**** Material for this task ****
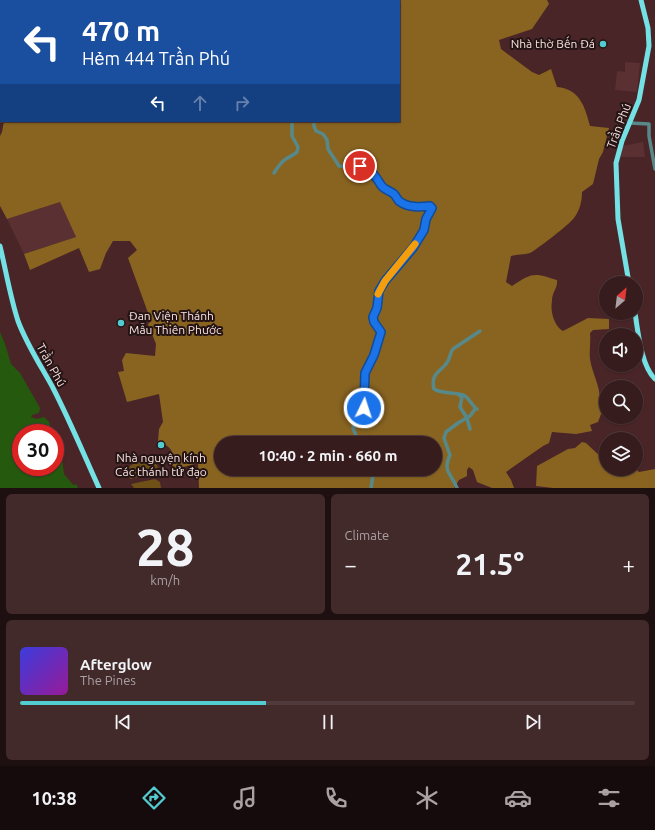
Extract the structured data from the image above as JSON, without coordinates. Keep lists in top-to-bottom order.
{
  "streets": {
    "main road": ["Trần Phú"]
  },
  "places": ["Nhà thờ Bến Đá", "Đan Viện Thánh Mẫu Thiên Phước", "Nhà nguyện kính Các thánh tử đạo"],
  "north": "top right",
  "page": {
    "turn": ["470 m", "Hẻm 444 Trần Phú"],
    "limit": "30",
    "trip": "10:40 · 2 min · 660 m",
    "tile": [
      ["28", "km/h"],
      "Climate"
    ],
    "heat": ["−", "21.5°", "+"],
    "song": ["Afterglow", "The Pines"],
    "tabs": "10:38"
  }
}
****
#### Action item
Write every line of the data out again exactly, leaving out all images.

#### Exercise result
Extract the structured data from the image above as JSON, without coordinates. Keep lists in top-to-bottom order.
{
  "streets": {
    "main road": ["Trần Phú"]
  },
  "places": ["Nhà thờ Bến Đá", "Đan Viện Thánh Mẫu Thiên Phước", "Nhà nguyện kính Các thánh tử đạo"],
  "north": "top right",
  "page": {
    "turn": ["470 m", "Hẻm 444 Trần Phú"],
    "limit": "30",
    "trip": "10:40 · 2 min · 660 m",
    "tile": [
      ["28", "km/h"],
      "Climate"
    ],
    "heat": ["−", "21.5°", "+"],
    "song": ["Afterglow", "The Pines"],
    "tabs": "10:38"
  }
}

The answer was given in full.